Discussion:
packet-classifier Summer of Code RFQ
(too old to reply)
Andy Pyles
2010-03-25 14:16:22 UTC
Permalink
---------
In kernel API for registering packet classes
--------


Hello, I'm interested in the Summer of Code proposal for
packet-classifier API. Below is a proposal that I have put together
regarding this SOC project. Any comments provided will be greatly
appreciated.
Most of the RFQ here is a re-phrasing of proposal outlined here:
http://www.netbsd.org/contrib/soc-projects.html#packet-classifying
This is my understanding of the proposal, and may contain errors, in
which case corrections are welcome.


Request for Comment: packet-classifier API

Overview:
Currently when a new class is added via pf/ALTQ / ALTQD it is added to
an internal ALTQ data structure. Similarly, PF uses tags, it's own
data structure for tagging packets. Since PF and ALTQ are tightly
coupled together, I propose a way to decouple PF and ALTQ. For
instance, suppose an alternative firewall would like to integrate with
ALTQ? Currently there is not a viable way to accomplish this outside
of the tight coupling that is done with PF. What is required is a
common API that can be used by ALTQ, PF and network device drivers.
This common API is coined the "packet-classifier" API. The
packet-classifier will store packet classes in a separate data
structure. ALTQ and network device drivers can register new classes
with the packet-classifier. An ethernet device driver could register
two classes "hi_priority" and "low_priority" with the
packet-classifier for instance if it contains transmit rings of
different priority. When a register() is successful, the
packet-classifier returns a token than can then be used for labeling a
packet placed in an MBUF for instance that can be classified later.

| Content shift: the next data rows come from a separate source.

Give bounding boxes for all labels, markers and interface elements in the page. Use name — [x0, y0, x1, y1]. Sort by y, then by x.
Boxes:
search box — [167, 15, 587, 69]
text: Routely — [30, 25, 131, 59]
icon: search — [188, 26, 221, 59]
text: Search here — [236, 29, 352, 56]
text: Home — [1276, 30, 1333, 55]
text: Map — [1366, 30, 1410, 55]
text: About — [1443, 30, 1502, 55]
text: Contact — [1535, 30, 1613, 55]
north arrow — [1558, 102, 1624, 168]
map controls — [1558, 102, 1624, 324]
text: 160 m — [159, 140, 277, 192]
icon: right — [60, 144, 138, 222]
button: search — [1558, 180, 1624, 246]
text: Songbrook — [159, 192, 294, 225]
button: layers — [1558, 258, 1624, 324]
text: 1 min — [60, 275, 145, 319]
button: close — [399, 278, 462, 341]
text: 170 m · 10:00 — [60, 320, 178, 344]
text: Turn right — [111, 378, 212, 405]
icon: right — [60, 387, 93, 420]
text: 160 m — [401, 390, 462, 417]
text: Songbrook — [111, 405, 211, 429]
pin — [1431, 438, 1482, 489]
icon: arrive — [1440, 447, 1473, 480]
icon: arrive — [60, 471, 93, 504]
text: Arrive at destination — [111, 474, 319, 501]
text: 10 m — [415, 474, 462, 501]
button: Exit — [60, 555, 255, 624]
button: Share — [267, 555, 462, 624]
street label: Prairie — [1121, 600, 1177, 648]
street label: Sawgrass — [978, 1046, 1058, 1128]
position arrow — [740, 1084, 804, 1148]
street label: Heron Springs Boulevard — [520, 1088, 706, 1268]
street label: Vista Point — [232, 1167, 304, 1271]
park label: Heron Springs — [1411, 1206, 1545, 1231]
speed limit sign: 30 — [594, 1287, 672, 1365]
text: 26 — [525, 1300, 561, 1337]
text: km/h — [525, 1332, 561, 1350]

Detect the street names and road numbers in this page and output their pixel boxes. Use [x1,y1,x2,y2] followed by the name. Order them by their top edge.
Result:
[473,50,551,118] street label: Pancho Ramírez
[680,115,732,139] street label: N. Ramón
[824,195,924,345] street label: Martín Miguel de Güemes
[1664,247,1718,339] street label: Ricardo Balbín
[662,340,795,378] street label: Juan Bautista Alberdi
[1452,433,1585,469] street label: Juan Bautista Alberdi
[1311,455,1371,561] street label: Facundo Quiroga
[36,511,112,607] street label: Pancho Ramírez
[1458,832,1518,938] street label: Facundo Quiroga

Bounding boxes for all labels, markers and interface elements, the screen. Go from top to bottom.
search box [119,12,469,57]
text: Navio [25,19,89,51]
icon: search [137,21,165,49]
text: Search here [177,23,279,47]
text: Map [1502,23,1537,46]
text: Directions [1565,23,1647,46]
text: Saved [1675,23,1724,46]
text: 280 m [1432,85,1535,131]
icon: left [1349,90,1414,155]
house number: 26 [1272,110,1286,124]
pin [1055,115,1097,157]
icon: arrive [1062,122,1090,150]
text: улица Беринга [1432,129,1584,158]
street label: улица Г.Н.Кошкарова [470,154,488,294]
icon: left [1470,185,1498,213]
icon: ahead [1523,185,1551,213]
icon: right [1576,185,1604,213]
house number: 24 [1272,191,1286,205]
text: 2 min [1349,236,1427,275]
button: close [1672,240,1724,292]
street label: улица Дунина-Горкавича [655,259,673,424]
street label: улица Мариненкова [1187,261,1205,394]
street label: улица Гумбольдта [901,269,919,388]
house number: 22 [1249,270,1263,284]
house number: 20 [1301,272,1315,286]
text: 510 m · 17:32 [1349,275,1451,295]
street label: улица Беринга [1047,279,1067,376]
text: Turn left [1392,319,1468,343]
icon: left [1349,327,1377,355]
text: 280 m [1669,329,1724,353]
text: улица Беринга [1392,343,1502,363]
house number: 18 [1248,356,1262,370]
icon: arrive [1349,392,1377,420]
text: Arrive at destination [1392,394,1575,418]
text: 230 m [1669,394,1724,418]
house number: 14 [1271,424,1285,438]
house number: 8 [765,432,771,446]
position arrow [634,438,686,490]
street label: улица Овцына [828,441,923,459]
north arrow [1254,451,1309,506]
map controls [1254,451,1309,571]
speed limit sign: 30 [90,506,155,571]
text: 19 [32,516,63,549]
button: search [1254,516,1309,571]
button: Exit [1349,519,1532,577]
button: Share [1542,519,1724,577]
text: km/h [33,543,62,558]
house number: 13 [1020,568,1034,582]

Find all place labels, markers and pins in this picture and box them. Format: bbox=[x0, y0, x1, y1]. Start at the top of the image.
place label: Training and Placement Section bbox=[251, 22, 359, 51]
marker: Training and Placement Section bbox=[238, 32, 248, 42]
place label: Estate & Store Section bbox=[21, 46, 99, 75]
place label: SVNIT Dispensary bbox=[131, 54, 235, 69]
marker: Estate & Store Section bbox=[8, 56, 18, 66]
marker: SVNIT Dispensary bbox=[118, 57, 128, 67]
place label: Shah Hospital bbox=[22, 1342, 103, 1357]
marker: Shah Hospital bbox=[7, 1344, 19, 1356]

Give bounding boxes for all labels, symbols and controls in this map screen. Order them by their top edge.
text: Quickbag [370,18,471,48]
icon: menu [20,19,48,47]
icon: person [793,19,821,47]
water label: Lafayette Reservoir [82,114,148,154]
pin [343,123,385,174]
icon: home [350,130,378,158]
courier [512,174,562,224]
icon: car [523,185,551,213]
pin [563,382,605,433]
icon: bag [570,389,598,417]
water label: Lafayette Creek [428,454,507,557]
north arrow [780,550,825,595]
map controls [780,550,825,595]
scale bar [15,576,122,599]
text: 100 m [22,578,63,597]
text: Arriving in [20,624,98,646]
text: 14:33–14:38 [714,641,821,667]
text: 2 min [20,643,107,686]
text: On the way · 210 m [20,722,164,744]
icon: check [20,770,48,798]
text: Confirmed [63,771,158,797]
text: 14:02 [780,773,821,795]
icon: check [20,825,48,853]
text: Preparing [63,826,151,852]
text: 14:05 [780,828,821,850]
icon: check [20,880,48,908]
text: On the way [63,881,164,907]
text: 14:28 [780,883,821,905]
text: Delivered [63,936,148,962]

The packet-classifier API will have the following function calls:
Token *packet_classifier_register(....); // register a new class
returns Token
int packet_classifier_lookup(....); // lookup classifier
int packet_classifier_destroy(Token); // destroy classifier with
associated Token
int packet_classifier_replace(Token,.....); // replace classifier
with associated Token, with updated information.
TODO: others??

Challenges:
The most difficult part of this project is the learning curve. There
are a number of internals that will need to be changed, specifically
ALTQ, PF and at least one ethernet driver. There is a lot of things to
follow up on here. However, looking the source code the last couple of
days, things look pretty straight forward.

Approach:
I plan on doing the following: First, setup a simulated environment
with traffic shaping enabled. I have this environment already setup
with two virtual machines that gives higher precedence for ssh traffic
over http traffic.
Second, I will start with PF using the packet-classifier to convert
TAG names to packet-classifier tokens and label in MBUF packet
header.
Third, I will modify ALTQ to read the token from the MBUF and then
lookup() the token in the packet-classifier to determine how to
classify the packet, i.e. which queue to enqueue the packet.
Finally, assuming I can obtain the hardware for an appropriate NIC, I
will add the support to at least one NIC driver.


Open Questions:
What data structure to use for the packet-classifier?
I'm thinking at this point a hash-table, or a binary tree.
The SOC description describes an ethernet NIC with high and low
priority transmit rings. Can someone give me an example of such a NIC?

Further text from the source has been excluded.